Entries taken from a collection:
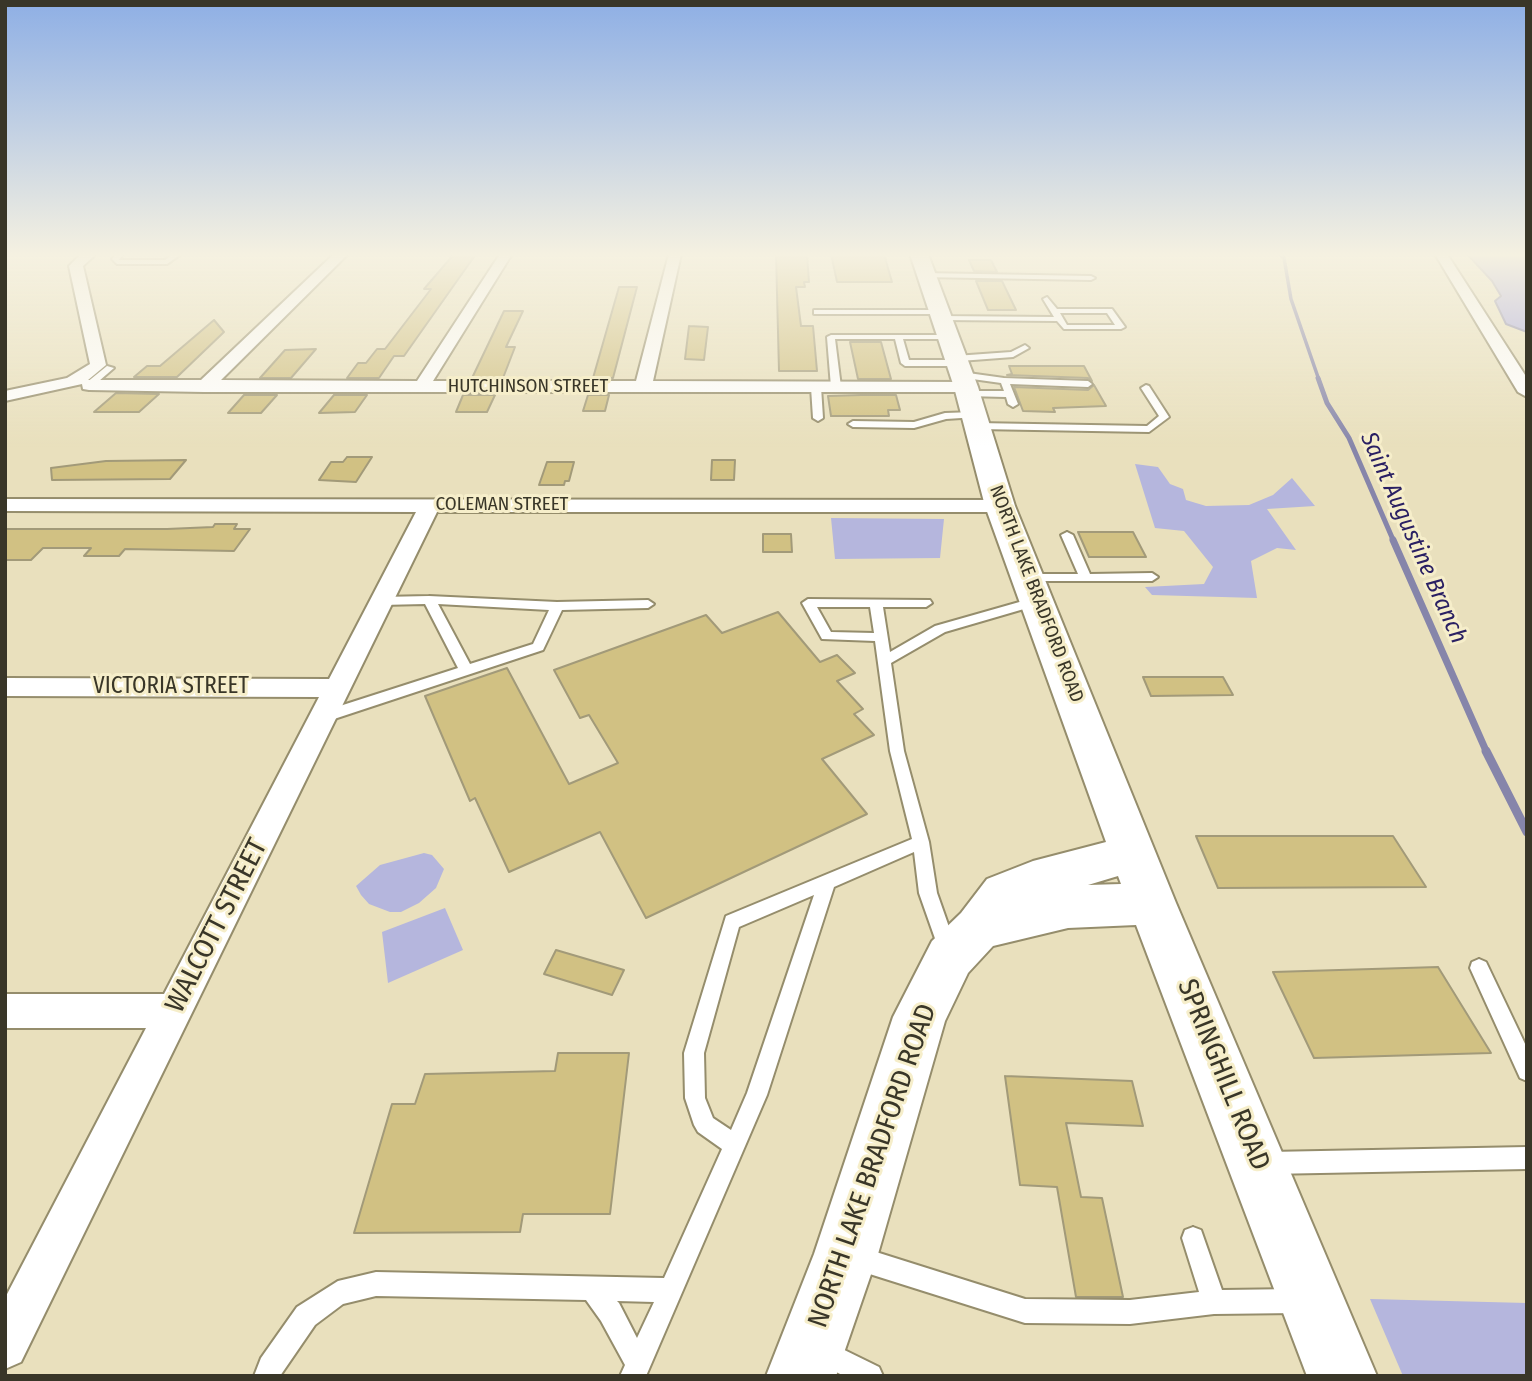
<!DOCTYPE html>
<style>
body{margin:0}
#map{position:relative;width:1532px;height:1381px;overflow:hidden;background:#e9e0bd;font-family:"Fira Sans Condensed",sans-serif}
canvas{display:block}
.frame{position:absolute;inset:0;border:7px solid #393628;pointer-events:none}
</style>
<div id="map">
<canvas width="1532" height="1381"></canvas>
<div class="frame"></div>
</div>
<script>
const ctx = document.querySelector('canvas').getContext('2d');
ctx.lineJoin = 'round';
function fillPath(path, color) { ctx.fillStyle = color; ctx.fill(path, 'evenodd'); }
const toPath = rows => new Path2D(rows.map(r => 'M' + r).join(''));
function trace(path, color, width, dash) { ctx.strokeStyle = color; ctx.lineWidth = width; ctx.lineCap = dash ? 'butt' : 'round'; ctx.setLineDash(dash || []); ctx.stroke(path); }
function label(font, color, halo, rows, align = 'center') {
  ctx.font = font + ' "Fira Sans Condensed",sans-serif'; ctx.lineWidth = 6; ctx.setLineDash([]); ctx.textBaseline = 'middle'; ctx.strokeStyle = halo; ctx.fillStyle = color; for (const [text, x, y, turn = 0] of rows) {
    ctx.save(); ctx.translate(x, y); ctx.rotate((+turn || 0) * Math.PI / 180); ctx.textAlign = isNaN(turn) ? turn : align; if (halo) ctx.strokeText(text, 0, 0); ctx.fillText(text, 0, 0); ctx.restore();
  }
}
const green = toPath([
 [1135,464,1158,467,1170,484,1183,489,1186,500,1206,506,1249,505,1273,495,1292,478,1315,506,1267,509,1296,550,1277,548,1251,561,1257,598,1152,595,1145,587,1204,584,1213,567,1184,531,1155,528],
 [831,518,944,519,940,558,835,559],
 [424,853,432,855,444,869,436,888,419,903,401,912,390,912,369,904,361,895,356,886,380,865],
 [445,908,463,950,388,983,382,932],
 [1370,1299,1527,1303,1527,1376,1403,1376]
]);
const water = toPath([
 [1467,254,1527,254,1527,332,1506,324,1495,301,1501,296,1492,281,1467,254]
]);
const streamFar3 = toPath([
 [1280,254,1284,258,1291,299,1319,380]
]);
const streamFar2 = toPath([
 [1318,378,1327,403,1349,438,1394,542]
]);
const streamFar1 = toPath([
 [1393,540,1487,753]
]);
const stream = toPath([
 [1486,751,1527,832]
]);
const building = toPath([
 [454,254,476,254,404,356,394,356,379,378,347,378,358,363,366,363,377,349,385,349,431,289,424,289,454,254],
 [776,254,807,254,809,282,804,282,805,287,796,287,801,326,813,326,817,371,779,371,776,254],
 [831,254,884,254,892,282,837,282,831,254],
 [969,260,991,260,997,272,974,271,969,260],
 [976,281,1002,281,1016,310,988,310,976,281],
 [619,287,637,287,613,378,593,378,619,287],
 [504,311,523,311,506,347,515,347,503,378,472,378,504,311],
 [214,320,224,332,177,377,134,377,147,366,160,366,214,320],
 [689,326,708,327,704,360,685,359,689,326],
 [850,342,881,342,891,379,858,379,850,342],
 [316,349,291,378,260,378,285,350,316,349],
 [1009,366,1084,366,1092,381,1088,378,1007,375,1012,374,1009,366],
 [1094,385,1106,406,1053,408,1055,412,1023,411,1014,387,1088,390,1094,385],
 [116,393,159,394,139,412,94,412,116,393],
 [244,395,277,395,261,413,228,413,244,395],
 [334,395,367,395,355,412,319,413,334,395],
 [463,395,495,395,487,412,456,412,463,395],
 [588,395,609,395,605,411,583,411,588,395],
 [861,395,896,395,900,410,888,410,889,416,831,416,828,396,861,395],
 [347,457,372,457,356,482,319,480,331,462,343,462,347,457],
 [186,460,170,479,52,480,51,468,106,461,186,460],
 [712,460,735,460,734,480,711,480,712,460],
 [547,462,574,462,569,481,565,481,564,485,539,485,547,462],
 [215,524,237,524,234,529,250,529,234,551,125,549,119,556,84,556,91,548,43,548,31,560,5,560,5,529,167,529,213,527,215,524],
 [1078,532,1133,532,1146,557,1089,557,1078,532],
 [763,534,791,534,792,552,763,552,763,534],
 [778,612,820,662,837,655,855,673,837,681,863,709,854,714,874,735,822,759,867,814,646,918,600,832,509,872,475,798,470,801,425,696,507,668,569,784,618,763,589,715,580,718,554,670,706,615,722,633,778,612],
 [1143,677,1223,677,1233,695,1151,696,1143,677],
 [1196,836,1393,836,1426,887,1218,888,1196,836],
 [556,950,624,970,612,995,544,974,556,950],
 [1438,967,1491,1053,1314,1058,1273,972,1438,967],
 [558,1053,629,1053,610,1214,523,1214,520,1232,354,1233,392,1104,415,1104,425,1074,555,1071,558,1053],
 [1005,1076,1132,1081,1143,1126,1066,1123,1081,1197,1102,1198,1123,1297,1076,1297,1057,1187,1020,1185,1005,1076]
]);
const service = toPath([
 [116,254,123,254,119,260,165,260,173,254,181,254,167,264,117,264,112,259,116,254],
 [924,273,1091,276,1095,278,1091,280,921,277,924,273],
 [1047,297,1057,309,1112,309,1125,327,1121,329,1064,329,1057,321,940,320,936,318,940,316,1054,317,1043,299,1047,297],
 [1060,313,1107,313,1115,325,1067,325,1060,313],
 [817,310,938,310,942,312,938,314,814,314,814,310,817,310],
 [831,335,947,335,951,337,947,339,903,339,909,360,952,360,952,357,955,356,1011,352,1025,345,1029,348,1013,357,960,361,961,363,957,366,905,366,901,363,895,339,835,339,841,387,836,390,831,387,827,337,831,335],
 [107,366,114,368,92,387,86,387,86,383,107,366],
 [961,372,1004,378,1088,381,1092,384,1088,387,1010,384,1018,404,1013,407,1008,404,1006,397,965,396,965,392,968,391,1004,391,1001,383,958,377,958,373,961,372],
 [816,384,821,387,823,418,818,421,813,418,811,387,816,384],
 [1146,385,1149,386,1169,417,1149,432,977,429,972,426,977,423,1147,426,1159,416,1141,388,1146,385],
 [974,412,977,413,977,417,946,419,914,428,853,427,848,424,853,421,914,422,945,413,974,412],
 [1067,532,1073,535,1090,574,1152,573,1158,577,1152,581,1024,581,1022,578,1024,575,1028,574,1078,574,1061,535,1067,532],
 [429,596,557,602,648,600,654,604,648,608,562,610,543,650,328,721,318,721,316,717,318,713,458,668,425,604,381,605,375,601,381,597,429,596],
 [438,604,549,610,533,644,470,664,438,604],
 [1037,597,1041,598,1043,601,1041,604,945,632,891,663,904,751,929,842,937,893,956,947,953,953,947,955,941,953,938,947,919,893,914,852,834,887,767,1095,646,1376,620,1376,625,1365,601,1321,586,1300,376,1296,343,1304,315,1325,280,1376,254,1376,261,1358,297,1307,338,1281,376,1272,664,1278,722,1149,698,1132,694,1125,685,1098,684,1053,726,916,912,839,890,751,875,641,822,639,802,603,808,599,930,600,932,603,926,607,883,607,890,652,935,626,1037,597],
 [817,607,870,607,874,633,831,632,817,607],
 [814,895,747,1093,731,1130,713,1118,705,1098,704,1053,739,927,814,895],
 [617,1301,654,1302,637,1338,619,1303,617,1301],
 [1479,959,1486,962,1527,1048,1527,1081,1520,1078,1470,968,1472,962,1479,959],
 [1527,1147,1527,1169,1269,1174,1261,1171,1258,1163,1261,1155,1269,1152,1527,1147],
 [1193,1227,1201,1230,1222,1290,1297,1289,1305,1293,1309,1301,1305,1309,1297,1313,1214,1314,1130,1324,1025,1323,857,1270,849,1266,845,1258,849,1250,857,1246,1025,1299,1130,1300,1199,1292,1182,1238,1185,1230,1193,1227],
 [826,1341,879,1367,883,1376,844,1376,817,1362,814,1353,817,1344,826,1341]
]);
const minor = toPath([
 [81,254,96,254,83,266,106,365,88,380,201,380,334,254,348,254,221,380,417,381,500,254,512,254,433,381,636,381,669,254,681,254,653,381,966,382,974,387,966,392,204,392,89,390,83,389,82,384,5,401,5,391,67,378,90,364,69,266,81,254],
 [1435,254,1447,254,1527,378,1527,397,1518,392,1435,254],
 [5,499,1000,500,1007,502,1010,506,1007,510,1000,512,437,512,21,1362,5,1369,5,1298,146,1028,5,1028,5,994,164,994,319,697,5,696,5,678,329,679,416,512,5,511,5,499]
]);
const secondary = toPath([
 [910,254,928,254,978,387,1015,506,1176,903,1377,1376,1307,1376,1136,925,1068,928,993,946,968,973,945,1021,878,1254,836,1376,766,1376,814,1254,893,1017,932,941,961,913,987,879,1033,861,1106,842,985,506,954,387,910,254],
 [1118,876,1121,884,1088,885,1118,876]
]);
const farStreetnames = [
 ["HUTCHINSON STREET",528,387],
 ["COLEMAN STREET",502,505],
 ["NORTH LAKE BRADFORD ROAD",1036,594,69]
];
const streetNames = [
 ["VICTORIA STREET",171,687]
];
const waterNames = [
 ["Saint Augustine Branch",1413,538,66]
];
const nearStreetnames = [
 ["WALCOTT STREET",217,926,-63],
 ["SPRINGHILL ROAD",1223,1075,68],
 ["NORTH LAKE BRADFORD ROAD",873,1166,-71]
];
fillPath(green, '#b5b6dd');
fillPath(water, '#a7a7e1');
trace(water, '#8685aa', 2);
trace(streamFar3, '#8685aa', 3.5);
trace(streamFar2, '#8685aa', 5);
trace(streamFar1, '#8685aa', 7);
trace(stream, '#8685aa', 9);
fillPath(building, '#d1c183');
trace(building, '#a29a79', 2);
trace(service, '#958d6c', 4);
trace(minor, '#958d6c', 4);
trace(secondary, '#958d6c', 4);
fillPath(service, '#fff');
fillPath(minor, '#fff');
fillPath(secondary, '#fff');
const sky = ctx.createLinearGradient(0, 0, 0, 447);
sky.addColorStop(0, '#8eafe5');
sky.addColorStop(0.57, '#f5f1e1');
sky.addColorStop(1, '#f5f1e100');
ctx.fillStyle = sky;
ctx.fillRect(0, 0, 1532, 447);
label('19px', '#393628', '#f6eeca', farStreetnames);
label('23px', '#393628', '#f6eeca', streetNames);
label('italic 24px', '#2a2063', '#f6eeca', waterNames);
label('28px', '#393628', '#f6eeca', nearStreetnames);
</script>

* **What is being asked**: Search the records for the word "secondary", then list every line that has it.

* **Response to this exercise**:
const secondary = toPath([
trace(secondary, '#958d6c', 4);
fillPath(secondary, '#fff');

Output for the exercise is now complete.